Warning signs in a lease agreement

Sarah Stowe

Many franchised businesses are conducted from premises that are leased, with either the franchisor or the franchisee holding the lease and obtaining the right to occupy the premises. So what do you need to look out for in a lease?

There is no such thing as a “standard lease” and the terms of a lease will vary depending on the landlord. Lease terms, especially the commercial terms, are negotiable and to a certain extent, the non-commercial terms can also be negotiated, especially in the case of premises that are not located in shopping centres. 

Signing a commercial lease is a huge financial commitment. It is critical that you only sign a lease containing terms you understand. It is also important that you understand your rights and obligations in relation to the lease in order to deal with any disputes that may arise.

Here are a few warning signs to assist you in recognising some of the clauses in a lease that should be looked at carefully and negotiated.

A lease for more than two years

When starting a new business, getting stuck with a long term lease can be a terrible burden for a small business owner. If you need to get out of the lease for any reason you will have to keep paying the lease payments until the landlord finds a suitable alternative tenant.
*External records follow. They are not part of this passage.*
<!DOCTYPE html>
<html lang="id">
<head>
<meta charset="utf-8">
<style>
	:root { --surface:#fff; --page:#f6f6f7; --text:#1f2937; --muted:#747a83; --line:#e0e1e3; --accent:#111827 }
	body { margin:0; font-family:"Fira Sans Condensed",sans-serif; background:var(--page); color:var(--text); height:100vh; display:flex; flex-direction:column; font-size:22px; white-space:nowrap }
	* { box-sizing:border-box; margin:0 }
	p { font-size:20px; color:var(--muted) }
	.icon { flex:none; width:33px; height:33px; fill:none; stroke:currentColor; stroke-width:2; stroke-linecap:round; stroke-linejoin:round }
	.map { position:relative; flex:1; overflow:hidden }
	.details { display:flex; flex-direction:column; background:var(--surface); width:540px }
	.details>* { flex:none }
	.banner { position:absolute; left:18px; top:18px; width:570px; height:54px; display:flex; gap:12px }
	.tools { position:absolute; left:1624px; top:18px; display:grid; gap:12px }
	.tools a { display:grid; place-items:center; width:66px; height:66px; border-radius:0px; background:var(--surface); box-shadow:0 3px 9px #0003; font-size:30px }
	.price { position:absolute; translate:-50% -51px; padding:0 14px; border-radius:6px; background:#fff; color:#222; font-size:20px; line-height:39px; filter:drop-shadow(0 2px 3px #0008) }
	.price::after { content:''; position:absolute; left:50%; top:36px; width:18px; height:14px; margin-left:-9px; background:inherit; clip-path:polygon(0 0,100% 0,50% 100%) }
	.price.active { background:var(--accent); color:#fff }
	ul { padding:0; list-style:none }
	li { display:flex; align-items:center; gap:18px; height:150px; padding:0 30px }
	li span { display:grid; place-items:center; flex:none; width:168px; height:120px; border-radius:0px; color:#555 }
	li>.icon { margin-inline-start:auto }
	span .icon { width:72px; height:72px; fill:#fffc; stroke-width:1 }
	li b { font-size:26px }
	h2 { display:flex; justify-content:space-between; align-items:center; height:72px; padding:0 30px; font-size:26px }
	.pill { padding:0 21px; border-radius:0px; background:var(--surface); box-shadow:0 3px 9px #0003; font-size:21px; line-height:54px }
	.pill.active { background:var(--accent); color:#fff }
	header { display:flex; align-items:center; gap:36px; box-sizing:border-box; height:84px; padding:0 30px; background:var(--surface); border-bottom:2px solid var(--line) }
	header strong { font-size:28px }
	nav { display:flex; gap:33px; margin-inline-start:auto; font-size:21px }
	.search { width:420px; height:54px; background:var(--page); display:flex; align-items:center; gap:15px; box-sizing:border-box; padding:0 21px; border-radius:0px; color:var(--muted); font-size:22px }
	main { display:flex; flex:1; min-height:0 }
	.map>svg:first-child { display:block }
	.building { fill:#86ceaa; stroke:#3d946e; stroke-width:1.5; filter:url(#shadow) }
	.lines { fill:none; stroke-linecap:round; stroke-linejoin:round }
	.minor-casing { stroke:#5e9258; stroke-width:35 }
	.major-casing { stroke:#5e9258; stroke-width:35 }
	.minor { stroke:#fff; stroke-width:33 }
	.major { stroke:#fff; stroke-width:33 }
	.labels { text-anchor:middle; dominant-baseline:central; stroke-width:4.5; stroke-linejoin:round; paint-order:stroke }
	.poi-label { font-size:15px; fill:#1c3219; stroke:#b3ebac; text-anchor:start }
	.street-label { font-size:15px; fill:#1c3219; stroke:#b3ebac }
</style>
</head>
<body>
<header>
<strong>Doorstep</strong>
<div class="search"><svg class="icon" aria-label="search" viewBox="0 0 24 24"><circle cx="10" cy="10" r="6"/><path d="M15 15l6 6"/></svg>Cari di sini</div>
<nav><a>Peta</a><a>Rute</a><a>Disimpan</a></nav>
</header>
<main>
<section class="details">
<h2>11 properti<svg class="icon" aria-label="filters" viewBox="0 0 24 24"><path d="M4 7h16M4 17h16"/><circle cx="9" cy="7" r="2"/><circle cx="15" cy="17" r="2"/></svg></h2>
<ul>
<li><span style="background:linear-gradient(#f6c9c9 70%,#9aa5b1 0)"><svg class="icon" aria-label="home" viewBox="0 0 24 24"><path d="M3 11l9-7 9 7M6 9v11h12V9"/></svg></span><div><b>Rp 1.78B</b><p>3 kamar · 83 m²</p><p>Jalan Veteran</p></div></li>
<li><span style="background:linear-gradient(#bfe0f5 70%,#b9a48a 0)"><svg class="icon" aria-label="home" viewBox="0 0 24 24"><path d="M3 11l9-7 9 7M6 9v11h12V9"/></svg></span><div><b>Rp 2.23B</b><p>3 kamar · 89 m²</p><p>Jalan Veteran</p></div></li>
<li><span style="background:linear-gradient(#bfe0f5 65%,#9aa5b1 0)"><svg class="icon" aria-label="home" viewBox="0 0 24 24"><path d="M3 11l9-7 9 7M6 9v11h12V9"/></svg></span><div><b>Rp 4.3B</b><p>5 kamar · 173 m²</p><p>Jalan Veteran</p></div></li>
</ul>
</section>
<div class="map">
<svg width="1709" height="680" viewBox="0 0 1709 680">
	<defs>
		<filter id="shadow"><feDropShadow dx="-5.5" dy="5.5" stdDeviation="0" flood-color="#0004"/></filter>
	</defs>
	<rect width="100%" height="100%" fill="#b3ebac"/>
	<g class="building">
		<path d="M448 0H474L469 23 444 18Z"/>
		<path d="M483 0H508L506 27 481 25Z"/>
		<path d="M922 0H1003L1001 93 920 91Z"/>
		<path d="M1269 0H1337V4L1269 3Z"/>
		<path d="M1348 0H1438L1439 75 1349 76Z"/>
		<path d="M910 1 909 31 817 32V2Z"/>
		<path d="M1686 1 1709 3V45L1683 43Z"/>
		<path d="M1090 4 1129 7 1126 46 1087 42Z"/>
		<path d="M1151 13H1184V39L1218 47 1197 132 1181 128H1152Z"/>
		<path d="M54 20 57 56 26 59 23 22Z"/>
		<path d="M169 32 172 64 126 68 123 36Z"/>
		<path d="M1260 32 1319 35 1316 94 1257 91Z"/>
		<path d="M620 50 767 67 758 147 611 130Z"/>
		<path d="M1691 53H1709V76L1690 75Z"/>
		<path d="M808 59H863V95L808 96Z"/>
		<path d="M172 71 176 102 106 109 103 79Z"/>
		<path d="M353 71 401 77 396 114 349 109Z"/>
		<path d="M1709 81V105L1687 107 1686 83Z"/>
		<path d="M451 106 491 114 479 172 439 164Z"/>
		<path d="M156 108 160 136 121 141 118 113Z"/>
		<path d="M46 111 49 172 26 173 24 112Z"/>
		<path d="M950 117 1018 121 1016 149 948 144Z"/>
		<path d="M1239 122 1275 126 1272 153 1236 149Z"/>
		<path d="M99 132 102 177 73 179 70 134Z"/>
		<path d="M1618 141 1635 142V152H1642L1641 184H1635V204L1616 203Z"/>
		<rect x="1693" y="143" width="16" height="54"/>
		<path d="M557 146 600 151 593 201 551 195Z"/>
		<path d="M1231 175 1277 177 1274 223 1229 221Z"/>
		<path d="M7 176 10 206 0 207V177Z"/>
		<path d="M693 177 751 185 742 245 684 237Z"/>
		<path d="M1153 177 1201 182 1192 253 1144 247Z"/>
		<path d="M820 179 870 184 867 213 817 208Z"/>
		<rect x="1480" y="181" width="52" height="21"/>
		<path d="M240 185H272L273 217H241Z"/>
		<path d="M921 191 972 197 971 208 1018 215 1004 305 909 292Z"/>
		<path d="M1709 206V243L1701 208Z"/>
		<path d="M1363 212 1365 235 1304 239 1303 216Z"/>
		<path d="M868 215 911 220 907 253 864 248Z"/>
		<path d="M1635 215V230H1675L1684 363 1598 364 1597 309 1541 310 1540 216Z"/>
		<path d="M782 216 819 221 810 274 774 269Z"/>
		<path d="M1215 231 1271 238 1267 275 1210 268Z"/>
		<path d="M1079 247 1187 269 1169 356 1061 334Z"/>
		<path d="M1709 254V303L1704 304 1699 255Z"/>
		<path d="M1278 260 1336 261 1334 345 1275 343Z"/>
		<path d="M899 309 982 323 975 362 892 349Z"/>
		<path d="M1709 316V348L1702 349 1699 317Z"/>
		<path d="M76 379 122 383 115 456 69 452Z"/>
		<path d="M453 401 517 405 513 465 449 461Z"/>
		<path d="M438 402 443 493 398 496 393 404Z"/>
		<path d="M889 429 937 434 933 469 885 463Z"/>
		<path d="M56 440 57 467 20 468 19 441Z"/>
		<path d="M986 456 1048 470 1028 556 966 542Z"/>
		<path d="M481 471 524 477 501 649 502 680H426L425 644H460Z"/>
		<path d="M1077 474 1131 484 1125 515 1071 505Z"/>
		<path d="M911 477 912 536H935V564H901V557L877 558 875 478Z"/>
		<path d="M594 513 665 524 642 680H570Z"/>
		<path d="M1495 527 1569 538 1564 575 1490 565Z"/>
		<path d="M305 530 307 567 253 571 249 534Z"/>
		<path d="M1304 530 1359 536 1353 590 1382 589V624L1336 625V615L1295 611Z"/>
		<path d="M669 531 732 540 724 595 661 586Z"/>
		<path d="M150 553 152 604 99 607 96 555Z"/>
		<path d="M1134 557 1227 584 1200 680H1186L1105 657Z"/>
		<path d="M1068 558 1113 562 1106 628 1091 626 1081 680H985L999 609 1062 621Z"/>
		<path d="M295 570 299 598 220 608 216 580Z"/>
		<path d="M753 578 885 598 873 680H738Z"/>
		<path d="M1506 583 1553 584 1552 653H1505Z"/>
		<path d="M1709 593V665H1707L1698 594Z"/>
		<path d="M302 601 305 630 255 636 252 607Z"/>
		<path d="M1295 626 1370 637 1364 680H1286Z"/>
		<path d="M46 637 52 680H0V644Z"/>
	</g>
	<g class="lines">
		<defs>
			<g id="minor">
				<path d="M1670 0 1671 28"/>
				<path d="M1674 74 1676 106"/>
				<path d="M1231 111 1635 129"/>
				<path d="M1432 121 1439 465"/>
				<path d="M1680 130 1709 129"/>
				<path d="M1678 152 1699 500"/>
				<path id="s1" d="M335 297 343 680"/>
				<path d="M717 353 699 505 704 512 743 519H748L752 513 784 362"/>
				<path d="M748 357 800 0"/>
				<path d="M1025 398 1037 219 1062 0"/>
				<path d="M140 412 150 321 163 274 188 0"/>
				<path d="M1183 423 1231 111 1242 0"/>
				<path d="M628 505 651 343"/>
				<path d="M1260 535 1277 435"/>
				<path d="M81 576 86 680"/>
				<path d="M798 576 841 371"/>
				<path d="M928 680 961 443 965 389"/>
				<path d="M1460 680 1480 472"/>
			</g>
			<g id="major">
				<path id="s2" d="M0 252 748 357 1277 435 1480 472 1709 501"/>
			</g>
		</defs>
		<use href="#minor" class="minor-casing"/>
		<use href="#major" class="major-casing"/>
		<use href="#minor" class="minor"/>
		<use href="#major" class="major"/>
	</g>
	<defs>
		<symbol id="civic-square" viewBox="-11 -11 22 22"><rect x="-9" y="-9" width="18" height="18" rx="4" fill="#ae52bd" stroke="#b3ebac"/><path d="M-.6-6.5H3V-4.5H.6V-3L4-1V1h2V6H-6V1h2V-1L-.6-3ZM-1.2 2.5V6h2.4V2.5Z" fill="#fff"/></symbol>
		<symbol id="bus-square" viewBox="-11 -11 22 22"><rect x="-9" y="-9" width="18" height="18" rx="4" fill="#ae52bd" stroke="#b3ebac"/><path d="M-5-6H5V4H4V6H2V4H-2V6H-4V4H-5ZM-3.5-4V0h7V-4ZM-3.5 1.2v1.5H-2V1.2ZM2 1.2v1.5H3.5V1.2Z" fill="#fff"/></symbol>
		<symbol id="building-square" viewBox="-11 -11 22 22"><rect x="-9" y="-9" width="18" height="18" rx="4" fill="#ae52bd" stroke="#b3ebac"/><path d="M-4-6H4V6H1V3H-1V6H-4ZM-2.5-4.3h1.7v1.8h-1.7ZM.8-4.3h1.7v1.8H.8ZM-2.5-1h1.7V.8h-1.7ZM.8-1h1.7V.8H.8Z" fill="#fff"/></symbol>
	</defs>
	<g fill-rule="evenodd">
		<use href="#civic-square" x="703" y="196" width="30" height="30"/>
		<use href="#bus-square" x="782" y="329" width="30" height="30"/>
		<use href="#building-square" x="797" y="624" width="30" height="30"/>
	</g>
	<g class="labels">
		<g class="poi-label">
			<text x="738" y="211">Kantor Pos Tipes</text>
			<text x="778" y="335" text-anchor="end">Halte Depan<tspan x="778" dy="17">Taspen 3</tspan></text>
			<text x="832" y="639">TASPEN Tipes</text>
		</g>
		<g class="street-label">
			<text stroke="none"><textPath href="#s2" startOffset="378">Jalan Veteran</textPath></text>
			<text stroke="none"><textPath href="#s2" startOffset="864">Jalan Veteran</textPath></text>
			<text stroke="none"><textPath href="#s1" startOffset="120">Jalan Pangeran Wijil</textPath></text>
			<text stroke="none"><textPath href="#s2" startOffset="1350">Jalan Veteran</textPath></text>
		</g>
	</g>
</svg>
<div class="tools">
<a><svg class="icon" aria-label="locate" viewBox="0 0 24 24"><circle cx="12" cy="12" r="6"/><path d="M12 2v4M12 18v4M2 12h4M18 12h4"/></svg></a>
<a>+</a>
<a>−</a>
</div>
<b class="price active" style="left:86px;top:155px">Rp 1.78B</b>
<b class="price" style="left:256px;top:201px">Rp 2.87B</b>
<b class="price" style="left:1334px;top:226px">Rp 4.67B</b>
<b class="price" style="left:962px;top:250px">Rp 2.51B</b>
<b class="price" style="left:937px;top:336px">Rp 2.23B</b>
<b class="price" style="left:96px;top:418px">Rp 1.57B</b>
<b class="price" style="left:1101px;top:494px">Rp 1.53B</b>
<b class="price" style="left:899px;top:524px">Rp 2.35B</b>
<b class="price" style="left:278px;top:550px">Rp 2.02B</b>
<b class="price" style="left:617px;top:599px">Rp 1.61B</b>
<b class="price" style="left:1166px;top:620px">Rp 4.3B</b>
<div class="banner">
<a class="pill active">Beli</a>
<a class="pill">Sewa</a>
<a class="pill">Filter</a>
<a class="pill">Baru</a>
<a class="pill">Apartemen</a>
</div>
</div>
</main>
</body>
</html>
While it is important to try and marry up the franchise term with the lease term, it would be much better to obtain, for example, a two year lease term with four further terms of two years than a five year lease term with one further term of five years.

The shorter the terms, the more flexibility you will have should the premises not be appropriate for the business and should things not go to plan.

Relocation and redevelopment clauses

Tenants need to understand what these clauses mean. These clauses are included in most, if not all, shopping centre leases. Importantly, where these clauses do appear in a lease, a tenant needs to ensure that it negotiates the best possible outcome should it be required to relocate.  

While the retail leasing legislation in each jurisdiction sets out the minimum requirements for clauses regarding redevelopment and relocation, these requirements are not exhaustive. For example, a redevelopment or a relocation clause should provide that on relocation, the tenant is not required to make good its existing premises.

Demolition clauses

If your lease includes a demolition clause, then you need to understand that this clause means that at any time, whether after one year or one month of entering into the lease and spending a large sum of money on a brand new fit out, that the landlord will have the right to serve you with a demolition notice requiring you to leave the premises. This will mean that you will lose your business. 

While retail legislation offers some protection in requiring landlords to pay compensation, you should still try to negotiate that the landlord cannot exercise the right under this clause for a period of time for example the first five years of the term. You should also make sure that you are suitably compensated if the landlord does serve you with a demolition notice.

Make good clauses

Tenants need to carefully review their obligations to “make good” the premises at the end of the lease term. Most tenants are anxious to obtain possession of the premises and start running their businesses and pay little regard to the make good requirements at the end of the lease. 

It is critical for tenants to have a clear understanding of their end of term obligations under the lease and the possible costs which may be incurred in meeting those obligations. 

Forfeiting legal rights

In some cases, a lease may seek to force a tenant to give up certain rights. For example, if the landlord is undertaking development works at a shopping centre the landlord may seek to include a clause preventing the tenant from making a claim against the landlord for any disruption caused by the development. These clauses should be avoided where possible.

Vague and unrestricted fees and outgoings

It is really important that you read and understand the outgoings clauses in your lease and also check the amount of outgoings and the description of outgoings in the disclosure statement.

Some landlords may try to pass on the direct costs of large common area maintenance and repairs to the tenant, or the costs of managing the property, or the costs of maintaining essential safety measures. These are just some costs that a tenant should seek to remove from the description of outgoings.

Centre rules

All shopping centre leases will include (usually at the back of the lease attached to a schedule) the shopping centre rules. You should make sure you read these carefully and ensure they are suitable and appropriate for your business and permitted use.

Summary

In summary, there are a lot of factors to consider when entering into a lease. Whether you negotiate the commercial terms yourself or through your franchisor, remember always to have your lawyer and accountant check the documents that you are being asked to sign before it is too late and you are locked into a long term agreement.